WHAT IS EXPECTED :: A complete and exact copy of the data below is the task.

-------- PROVIDED INFORMATION --------

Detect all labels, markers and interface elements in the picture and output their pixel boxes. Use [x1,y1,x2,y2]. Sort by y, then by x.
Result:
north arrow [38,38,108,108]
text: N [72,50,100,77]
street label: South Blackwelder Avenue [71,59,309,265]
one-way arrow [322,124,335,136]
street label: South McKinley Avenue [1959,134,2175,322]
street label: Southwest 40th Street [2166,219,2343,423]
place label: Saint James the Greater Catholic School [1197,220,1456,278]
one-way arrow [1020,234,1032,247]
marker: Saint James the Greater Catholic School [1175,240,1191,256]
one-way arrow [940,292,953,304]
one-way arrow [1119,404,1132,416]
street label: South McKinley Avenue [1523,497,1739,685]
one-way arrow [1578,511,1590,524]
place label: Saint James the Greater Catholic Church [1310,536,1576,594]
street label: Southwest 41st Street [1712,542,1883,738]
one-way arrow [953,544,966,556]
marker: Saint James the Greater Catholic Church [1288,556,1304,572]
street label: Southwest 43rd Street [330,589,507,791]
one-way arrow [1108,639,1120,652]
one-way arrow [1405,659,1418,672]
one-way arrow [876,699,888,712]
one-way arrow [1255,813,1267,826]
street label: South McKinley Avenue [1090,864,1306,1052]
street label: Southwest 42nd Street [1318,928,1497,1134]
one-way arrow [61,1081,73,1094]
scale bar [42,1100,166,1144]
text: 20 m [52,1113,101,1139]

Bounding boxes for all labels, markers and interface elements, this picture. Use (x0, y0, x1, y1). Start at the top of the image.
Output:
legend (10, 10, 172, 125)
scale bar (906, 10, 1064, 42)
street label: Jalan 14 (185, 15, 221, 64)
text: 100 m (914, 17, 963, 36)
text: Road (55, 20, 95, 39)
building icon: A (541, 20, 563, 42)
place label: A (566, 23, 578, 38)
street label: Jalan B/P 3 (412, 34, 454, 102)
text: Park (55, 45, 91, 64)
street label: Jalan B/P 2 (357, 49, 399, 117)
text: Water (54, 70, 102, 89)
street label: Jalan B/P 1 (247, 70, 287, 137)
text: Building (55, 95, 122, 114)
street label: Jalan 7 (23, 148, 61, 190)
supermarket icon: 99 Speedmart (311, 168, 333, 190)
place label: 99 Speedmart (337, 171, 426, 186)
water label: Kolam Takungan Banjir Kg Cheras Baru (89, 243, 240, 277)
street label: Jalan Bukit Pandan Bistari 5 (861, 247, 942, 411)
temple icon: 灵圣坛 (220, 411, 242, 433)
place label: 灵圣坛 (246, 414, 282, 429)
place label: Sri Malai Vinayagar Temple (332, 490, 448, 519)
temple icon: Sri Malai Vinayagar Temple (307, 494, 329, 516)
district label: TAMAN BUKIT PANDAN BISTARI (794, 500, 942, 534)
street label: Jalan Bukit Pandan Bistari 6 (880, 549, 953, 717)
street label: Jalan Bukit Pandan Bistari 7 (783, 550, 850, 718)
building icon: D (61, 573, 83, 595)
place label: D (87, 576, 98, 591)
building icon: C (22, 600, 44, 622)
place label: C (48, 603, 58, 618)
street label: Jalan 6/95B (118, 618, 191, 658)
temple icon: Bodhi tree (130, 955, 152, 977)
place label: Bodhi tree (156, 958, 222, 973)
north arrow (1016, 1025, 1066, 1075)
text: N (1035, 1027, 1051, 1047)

--------

YOUR RESPONSE ::
Detect all labels, markers and interface elements in the picture and output their pixel boxes. Use [x1,y1,x2,y2]. Sort by y, then by x.
Result:
north arrow [38,38,108,108]
text: N [72,50,100,77]
street label: South Blackwelder Avenue [71,59,309,265]
one-way arrow [322,124,335,136]
street label: South McKinley Avenue [1959,134,2175,322]
street label: Southwest 40th Street [2166,219,2343,423]
place label: Saint James the Greater Catholic School [1197,220,1456,278]
one-way arrow [1020,234,1032,247]
marker: Saint James the Greater Catholic School [1175,240,1191,256]
one-way arrow [940,292,953,304]
one-way arrow [1119,404,1132,416]
street label: South McKinley Avenue [1523,497,1739,685]
one-way arrow [1578,511,1590,524]
place label: Saint James the Greater Catholic Church [1310,536,1576,594]
street label: Southwest 41st Street [1712,542,1883,738]
one-way arrow [953,544,966,556]
marker: Saint James the Greater Catholic Church [1288,556,1304,572]
street label: Southwest 43rd Street [330,589,507,791]
one-way arrow [1108,639,1120,652]
one-way arrow [1405,659,1418,672]
one-way arrow [876,699,888,712]
one-way arrow [1255,813,1267,826]
street label: South McKinley Avenue [1090,864,1306,1052]
street label: Southwest 42nd Street [1318,928,1497,1134]
one-way arrow [61,1081,73,1094]
scale bar [42,1100,166,1144]
text: 20 m [52,1113,101,1139]

Bounding boxes for all labels, markers and interface elements, this picture. Use (x0, y0, x1, y1). Start at the top of the image.
Output:
legend (10, 10, 172, 125)
scale bar (906, 10, 1064, 42)
street label: Jalan 14 (185, 15, 221, 64)
text: 100 m (914, 17, 963, 36)
text: Road (55, 20, 95, 39)
building icon: A (541, 20, 563, 42)
place label: A (566, 23, 578, 38)
street label: Jalan B/P 3 (412, 34, 454, 102)
text: Park (55, 45, 91, 64)
street label: Jalan B/P 2 (357, 49, 399, 117)
text: Water (54, 70, 102, 89)
street label: Jalan B/P 1 (247, 70, 287, 137)
text: Building (55, 95, 122, 114)
street label: Jalan 7 (23, 148, 61, 190)
supermarket icon: 99 Speedmart (311, 168, 333, 190)
place label: 99 Speedmart (337, 171, 426, 186)
water label: Kolam Takungan Banjir Kg Cheras Baru (89, 243, 240, 277)
street label: Jalan Bukit Pandan Bistari 5 (861, 247, 942, 411)
temple icon: 灵圣坛 (220, 411, 242, 433)
place label: 灵圣坛 (246, 414, 282, 429)
place label: Sri Malai Vinayagar Temple (332, 490, 448, 519)
temple icon: Sri Malai Vinayagar Temple (307, 494, 329, 516)
district label: TAMAN BUKIT PANDAN BISTARI (794, 500, 942, 534)
street label: Jalan Bukit Pandan Bistari 6 (880, 549, 953, 717)
street label: Jalan Bukit Pandan Bistari 7 (783, 550, 850, 718)
building icon: D (61, 573, 83, 595)
place label: D (87, 576, 98, 591)
building icon: C (22, 600, 44, 622)
place label: C (48, 603, 58, 618)
street label: Jalan 6/95B (118, 618, 191, 658)
temple icon: Bodhi tree (130, 955, 152, 977)
place label: Bodhi tree (156, 958, 222, 973)
north arrow (1016, 1025, 1066, 1075)
text: N (1035, 1027, 1051, 1047)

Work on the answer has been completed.